The required answer is each line in the entries below where "Assembly" occurs.
*** Opening of SUPPLIED RECORDS ***
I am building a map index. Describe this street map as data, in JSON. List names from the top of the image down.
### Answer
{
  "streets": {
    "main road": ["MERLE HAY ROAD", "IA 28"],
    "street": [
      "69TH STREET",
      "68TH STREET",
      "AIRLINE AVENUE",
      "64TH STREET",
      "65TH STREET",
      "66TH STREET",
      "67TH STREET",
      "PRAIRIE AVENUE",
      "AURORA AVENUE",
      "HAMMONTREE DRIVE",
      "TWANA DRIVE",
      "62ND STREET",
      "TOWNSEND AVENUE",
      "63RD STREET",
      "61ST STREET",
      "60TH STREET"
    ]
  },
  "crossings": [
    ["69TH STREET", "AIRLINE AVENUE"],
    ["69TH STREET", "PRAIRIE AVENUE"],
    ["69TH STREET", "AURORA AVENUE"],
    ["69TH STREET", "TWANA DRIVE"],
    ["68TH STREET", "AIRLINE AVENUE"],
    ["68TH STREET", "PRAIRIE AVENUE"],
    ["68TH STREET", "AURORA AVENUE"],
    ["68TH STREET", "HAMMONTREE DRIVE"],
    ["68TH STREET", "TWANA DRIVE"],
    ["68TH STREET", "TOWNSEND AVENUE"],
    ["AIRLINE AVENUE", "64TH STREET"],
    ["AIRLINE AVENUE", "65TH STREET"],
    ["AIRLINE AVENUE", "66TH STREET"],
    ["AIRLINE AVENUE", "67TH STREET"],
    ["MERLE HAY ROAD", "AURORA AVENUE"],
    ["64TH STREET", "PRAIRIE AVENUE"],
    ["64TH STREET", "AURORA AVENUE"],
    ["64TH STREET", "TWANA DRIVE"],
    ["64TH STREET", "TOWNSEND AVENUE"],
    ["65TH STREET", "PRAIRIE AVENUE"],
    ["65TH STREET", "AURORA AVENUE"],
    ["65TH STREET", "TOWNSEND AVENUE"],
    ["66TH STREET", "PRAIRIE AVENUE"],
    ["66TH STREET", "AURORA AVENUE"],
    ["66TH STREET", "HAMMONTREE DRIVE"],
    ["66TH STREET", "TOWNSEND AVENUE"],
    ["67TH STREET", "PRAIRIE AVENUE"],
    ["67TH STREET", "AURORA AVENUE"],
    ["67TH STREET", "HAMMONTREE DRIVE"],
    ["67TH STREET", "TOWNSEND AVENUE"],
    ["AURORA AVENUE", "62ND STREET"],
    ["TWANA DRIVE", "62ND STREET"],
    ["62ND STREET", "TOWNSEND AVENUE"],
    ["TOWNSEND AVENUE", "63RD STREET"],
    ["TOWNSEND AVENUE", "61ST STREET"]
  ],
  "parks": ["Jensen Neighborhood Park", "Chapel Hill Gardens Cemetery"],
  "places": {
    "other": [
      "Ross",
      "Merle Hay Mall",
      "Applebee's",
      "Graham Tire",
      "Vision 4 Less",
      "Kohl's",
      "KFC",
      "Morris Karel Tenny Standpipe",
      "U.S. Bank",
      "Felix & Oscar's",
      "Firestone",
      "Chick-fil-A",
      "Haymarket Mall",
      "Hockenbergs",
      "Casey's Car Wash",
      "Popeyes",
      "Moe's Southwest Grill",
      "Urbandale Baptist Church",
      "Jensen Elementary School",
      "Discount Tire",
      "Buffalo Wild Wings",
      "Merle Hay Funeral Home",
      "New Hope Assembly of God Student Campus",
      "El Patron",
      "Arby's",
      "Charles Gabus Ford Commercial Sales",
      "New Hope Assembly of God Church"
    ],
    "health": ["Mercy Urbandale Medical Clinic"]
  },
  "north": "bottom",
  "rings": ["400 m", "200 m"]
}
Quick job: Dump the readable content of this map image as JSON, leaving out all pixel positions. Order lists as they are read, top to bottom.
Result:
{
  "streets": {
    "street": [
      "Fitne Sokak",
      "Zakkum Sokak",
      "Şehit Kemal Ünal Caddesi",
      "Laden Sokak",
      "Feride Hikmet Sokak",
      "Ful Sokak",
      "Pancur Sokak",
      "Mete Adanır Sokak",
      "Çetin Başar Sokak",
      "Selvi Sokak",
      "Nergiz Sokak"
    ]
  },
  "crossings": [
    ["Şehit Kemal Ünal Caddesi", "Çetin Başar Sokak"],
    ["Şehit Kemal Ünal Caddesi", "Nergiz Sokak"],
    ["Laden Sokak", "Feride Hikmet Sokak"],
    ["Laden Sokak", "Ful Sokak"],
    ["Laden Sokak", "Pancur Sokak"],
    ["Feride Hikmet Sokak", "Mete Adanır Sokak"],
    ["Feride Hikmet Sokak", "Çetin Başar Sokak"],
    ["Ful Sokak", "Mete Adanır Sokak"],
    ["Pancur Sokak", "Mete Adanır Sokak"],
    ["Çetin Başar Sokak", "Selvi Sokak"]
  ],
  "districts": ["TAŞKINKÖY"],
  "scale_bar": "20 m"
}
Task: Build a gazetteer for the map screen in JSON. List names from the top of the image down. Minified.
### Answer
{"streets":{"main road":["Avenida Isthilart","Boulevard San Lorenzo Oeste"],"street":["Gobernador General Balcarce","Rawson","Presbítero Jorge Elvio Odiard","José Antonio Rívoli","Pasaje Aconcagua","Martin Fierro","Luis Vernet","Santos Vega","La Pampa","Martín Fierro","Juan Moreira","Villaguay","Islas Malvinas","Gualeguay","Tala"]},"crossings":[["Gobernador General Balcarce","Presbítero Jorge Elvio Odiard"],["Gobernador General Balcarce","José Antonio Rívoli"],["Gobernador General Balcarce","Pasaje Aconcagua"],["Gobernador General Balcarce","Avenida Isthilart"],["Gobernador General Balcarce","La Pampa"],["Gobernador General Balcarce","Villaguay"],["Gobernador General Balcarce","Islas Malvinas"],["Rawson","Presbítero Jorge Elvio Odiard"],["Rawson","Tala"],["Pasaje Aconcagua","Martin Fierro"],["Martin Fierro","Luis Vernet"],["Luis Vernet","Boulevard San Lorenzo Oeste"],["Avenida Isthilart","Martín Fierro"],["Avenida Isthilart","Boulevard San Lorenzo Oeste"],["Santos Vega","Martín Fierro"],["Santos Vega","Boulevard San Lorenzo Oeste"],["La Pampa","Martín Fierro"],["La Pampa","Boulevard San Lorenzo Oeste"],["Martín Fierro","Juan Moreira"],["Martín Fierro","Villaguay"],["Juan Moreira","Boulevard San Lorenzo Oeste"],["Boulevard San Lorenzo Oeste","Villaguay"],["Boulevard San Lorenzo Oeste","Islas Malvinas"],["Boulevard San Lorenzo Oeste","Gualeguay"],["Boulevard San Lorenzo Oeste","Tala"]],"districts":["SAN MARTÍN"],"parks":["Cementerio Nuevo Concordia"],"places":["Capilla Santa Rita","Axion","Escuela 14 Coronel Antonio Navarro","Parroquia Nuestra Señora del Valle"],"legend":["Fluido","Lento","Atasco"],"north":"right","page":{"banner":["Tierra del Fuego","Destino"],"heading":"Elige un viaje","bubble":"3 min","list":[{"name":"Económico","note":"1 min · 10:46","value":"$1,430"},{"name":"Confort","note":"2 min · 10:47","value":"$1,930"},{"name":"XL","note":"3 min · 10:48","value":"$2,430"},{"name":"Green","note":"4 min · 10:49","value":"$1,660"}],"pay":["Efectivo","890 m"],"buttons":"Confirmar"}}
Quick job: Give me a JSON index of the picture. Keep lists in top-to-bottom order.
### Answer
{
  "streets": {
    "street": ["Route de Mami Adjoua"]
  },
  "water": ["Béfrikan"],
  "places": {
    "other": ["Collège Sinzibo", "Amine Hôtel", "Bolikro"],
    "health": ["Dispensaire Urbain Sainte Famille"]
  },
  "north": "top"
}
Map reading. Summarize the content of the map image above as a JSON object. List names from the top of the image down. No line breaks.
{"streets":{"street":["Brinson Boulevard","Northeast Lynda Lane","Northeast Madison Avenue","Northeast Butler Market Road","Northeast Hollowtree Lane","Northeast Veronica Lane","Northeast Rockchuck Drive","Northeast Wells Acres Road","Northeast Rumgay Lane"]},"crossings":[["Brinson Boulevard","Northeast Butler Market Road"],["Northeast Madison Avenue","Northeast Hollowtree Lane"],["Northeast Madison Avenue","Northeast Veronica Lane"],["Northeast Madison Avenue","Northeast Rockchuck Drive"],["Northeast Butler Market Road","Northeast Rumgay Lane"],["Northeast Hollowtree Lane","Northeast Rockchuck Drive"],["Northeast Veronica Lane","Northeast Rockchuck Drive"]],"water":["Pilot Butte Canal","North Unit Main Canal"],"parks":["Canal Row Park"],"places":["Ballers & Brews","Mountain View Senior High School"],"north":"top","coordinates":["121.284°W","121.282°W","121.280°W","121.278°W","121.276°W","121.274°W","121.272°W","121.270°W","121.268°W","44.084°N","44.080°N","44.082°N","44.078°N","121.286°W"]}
*** Close of SUPPLIED RECORDS ***
= ANSWER AREA =
      "New Hope Assembly of God Student Campus",
      "New Hope Assembly of God Church"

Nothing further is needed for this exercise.